▶ To do:
I need the number of lines in the listing below that contain "const", and only that number.

----------------

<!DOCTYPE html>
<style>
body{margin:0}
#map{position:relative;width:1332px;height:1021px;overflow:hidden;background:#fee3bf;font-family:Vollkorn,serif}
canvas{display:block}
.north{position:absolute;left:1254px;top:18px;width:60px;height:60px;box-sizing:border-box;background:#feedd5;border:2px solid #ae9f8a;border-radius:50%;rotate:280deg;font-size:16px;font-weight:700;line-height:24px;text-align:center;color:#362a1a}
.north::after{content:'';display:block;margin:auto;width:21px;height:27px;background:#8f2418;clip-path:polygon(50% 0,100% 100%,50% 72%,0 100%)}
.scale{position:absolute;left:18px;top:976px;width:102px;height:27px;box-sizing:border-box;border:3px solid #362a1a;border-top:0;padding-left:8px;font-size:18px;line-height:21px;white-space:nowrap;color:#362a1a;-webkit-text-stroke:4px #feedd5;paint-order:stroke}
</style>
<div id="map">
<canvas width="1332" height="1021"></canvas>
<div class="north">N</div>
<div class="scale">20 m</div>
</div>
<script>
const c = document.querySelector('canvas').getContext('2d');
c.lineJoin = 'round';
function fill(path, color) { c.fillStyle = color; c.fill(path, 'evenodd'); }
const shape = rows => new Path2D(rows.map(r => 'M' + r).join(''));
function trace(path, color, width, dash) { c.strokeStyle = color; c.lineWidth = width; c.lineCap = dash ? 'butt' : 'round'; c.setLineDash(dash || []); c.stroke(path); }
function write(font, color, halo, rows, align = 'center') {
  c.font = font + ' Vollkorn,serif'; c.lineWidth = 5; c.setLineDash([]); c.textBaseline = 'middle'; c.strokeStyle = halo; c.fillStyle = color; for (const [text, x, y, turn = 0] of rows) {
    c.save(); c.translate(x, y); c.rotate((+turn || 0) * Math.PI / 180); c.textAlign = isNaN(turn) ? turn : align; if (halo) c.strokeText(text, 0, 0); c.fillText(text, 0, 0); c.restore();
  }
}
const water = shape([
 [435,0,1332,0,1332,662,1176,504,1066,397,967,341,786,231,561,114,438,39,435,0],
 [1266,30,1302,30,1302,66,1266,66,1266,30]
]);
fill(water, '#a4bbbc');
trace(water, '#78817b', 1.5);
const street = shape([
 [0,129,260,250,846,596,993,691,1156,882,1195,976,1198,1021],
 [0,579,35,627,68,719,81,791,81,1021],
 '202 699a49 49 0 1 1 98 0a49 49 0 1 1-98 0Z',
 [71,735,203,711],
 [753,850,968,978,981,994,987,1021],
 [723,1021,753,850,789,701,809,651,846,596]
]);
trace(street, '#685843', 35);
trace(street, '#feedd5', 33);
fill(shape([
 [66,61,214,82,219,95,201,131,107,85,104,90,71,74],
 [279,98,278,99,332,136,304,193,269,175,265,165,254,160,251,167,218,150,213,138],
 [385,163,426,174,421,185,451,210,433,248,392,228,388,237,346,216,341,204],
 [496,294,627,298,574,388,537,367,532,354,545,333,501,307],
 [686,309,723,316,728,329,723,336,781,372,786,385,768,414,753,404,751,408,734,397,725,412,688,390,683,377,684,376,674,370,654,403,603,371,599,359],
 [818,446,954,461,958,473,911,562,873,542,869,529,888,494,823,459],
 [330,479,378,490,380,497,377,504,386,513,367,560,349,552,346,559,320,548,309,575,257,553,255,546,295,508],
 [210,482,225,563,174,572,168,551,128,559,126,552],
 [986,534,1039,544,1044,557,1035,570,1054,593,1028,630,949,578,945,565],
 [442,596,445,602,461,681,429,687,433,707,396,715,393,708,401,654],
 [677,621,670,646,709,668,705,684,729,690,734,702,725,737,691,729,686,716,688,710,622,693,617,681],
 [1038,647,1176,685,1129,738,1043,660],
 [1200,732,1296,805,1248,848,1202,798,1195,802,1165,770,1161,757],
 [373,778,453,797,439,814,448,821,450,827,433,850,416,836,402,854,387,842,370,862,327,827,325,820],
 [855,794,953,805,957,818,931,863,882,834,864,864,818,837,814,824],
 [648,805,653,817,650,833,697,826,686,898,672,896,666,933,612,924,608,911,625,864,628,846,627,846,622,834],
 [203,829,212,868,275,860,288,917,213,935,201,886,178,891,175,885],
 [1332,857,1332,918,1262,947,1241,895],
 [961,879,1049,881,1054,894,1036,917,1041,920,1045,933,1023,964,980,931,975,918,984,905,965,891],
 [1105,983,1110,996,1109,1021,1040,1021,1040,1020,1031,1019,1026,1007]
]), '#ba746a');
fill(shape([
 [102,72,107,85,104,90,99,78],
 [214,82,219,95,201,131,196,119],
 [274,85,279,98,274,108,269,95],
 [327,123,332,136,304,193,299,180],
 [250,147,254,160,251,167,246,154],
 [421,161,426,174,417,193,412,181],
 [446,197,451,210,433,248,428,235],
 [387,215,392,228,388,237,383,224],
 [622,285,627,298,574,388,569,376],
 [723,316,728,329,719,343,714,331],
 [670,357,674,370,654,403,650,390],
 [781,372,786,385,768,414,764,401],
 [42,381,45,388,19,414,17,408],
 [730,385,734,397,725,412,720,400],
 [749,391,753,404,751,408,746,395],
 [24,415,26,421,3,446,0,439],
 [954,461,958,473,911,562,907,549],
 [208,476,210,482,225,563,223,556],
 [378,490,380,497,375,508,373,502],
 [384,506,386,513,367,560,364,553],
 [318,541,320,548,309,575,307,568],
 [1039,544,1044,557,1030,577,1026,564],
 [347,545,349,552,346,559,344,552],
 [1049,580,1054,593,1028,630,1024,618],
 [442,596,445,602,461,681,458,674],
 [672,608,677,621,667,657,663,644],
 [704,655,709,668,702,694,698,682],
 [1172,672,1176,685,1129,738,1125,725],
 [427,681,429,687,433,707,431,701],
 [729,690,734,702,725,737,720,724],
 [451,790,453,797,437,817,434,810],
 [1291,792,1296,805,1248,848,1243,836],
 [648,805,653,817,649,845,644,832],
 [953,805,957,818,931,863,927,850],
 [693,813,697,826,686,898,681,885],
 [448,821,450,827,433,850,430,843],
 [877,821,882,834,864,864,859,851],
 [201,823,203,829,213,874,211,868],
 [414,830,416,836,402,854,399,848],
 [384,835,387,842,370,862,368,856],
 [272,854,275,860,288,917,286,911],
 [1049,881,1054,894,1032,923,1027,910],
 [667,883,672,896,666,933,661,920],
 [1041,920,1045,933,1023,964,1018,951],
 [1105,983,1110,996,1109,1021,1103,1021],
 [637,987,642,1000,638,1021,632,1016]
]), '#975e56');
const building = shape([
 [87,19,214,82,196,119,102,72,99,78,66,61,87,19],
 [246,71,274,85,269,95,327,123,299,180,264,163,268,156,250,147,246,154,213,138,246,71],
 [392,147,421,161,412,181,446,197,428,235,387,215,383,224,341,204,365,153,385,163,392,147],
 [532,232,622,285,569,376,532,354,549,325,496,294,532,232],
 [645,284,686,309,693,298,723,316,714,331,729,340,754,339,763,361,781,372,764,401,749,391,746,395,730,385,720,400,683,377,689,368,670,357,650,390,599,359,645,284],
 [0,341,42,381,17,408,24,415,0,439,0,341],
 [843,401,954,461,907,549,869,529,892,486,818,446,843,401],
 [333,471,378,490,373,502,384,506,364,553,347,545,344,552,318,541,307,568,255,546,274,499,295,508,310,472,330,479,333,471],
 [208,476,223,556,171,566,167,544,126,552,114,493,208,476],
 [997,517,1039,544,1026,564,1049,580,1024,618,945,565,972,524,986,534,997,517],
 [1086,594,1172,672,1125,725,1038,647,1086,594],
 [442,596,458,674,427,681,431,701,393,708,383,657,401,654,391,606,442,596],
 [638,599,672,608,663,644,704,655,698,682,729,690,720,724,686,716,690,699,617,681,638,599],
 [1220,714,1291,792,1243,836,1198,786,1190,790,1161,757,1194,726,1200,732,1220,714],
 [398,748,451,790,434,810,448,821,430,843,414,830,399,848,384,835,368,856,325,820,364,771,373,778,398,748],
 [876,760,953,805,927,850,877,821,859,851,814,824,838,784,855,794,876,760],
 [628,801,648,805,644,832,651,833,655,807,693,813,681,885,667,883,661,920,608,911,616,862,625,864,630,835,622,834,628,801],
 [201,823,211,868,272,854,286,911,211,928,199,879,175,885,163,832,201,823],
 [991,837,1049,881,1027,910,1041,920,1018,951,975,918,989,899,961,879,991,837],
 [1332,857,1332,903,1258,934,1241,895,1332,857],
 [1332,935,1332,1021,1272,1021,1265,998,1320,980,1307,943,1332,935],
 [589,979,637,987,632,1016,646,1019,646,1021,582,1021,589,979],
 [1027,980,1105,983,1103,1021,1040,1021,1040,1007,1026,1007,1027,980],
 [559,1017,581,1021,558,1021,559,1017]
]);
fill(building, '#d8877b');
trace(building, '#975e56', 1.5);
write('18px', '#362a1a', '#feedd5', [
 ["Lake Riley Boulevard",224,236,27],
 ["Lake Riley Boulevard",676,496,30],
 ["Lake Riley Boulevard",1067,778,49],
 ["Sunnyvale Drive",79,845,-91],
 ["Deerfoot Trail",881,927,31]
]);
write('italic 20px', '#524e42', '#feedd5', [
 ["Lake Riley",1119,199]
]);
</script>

----------------

▶ Answer for this exercise:
6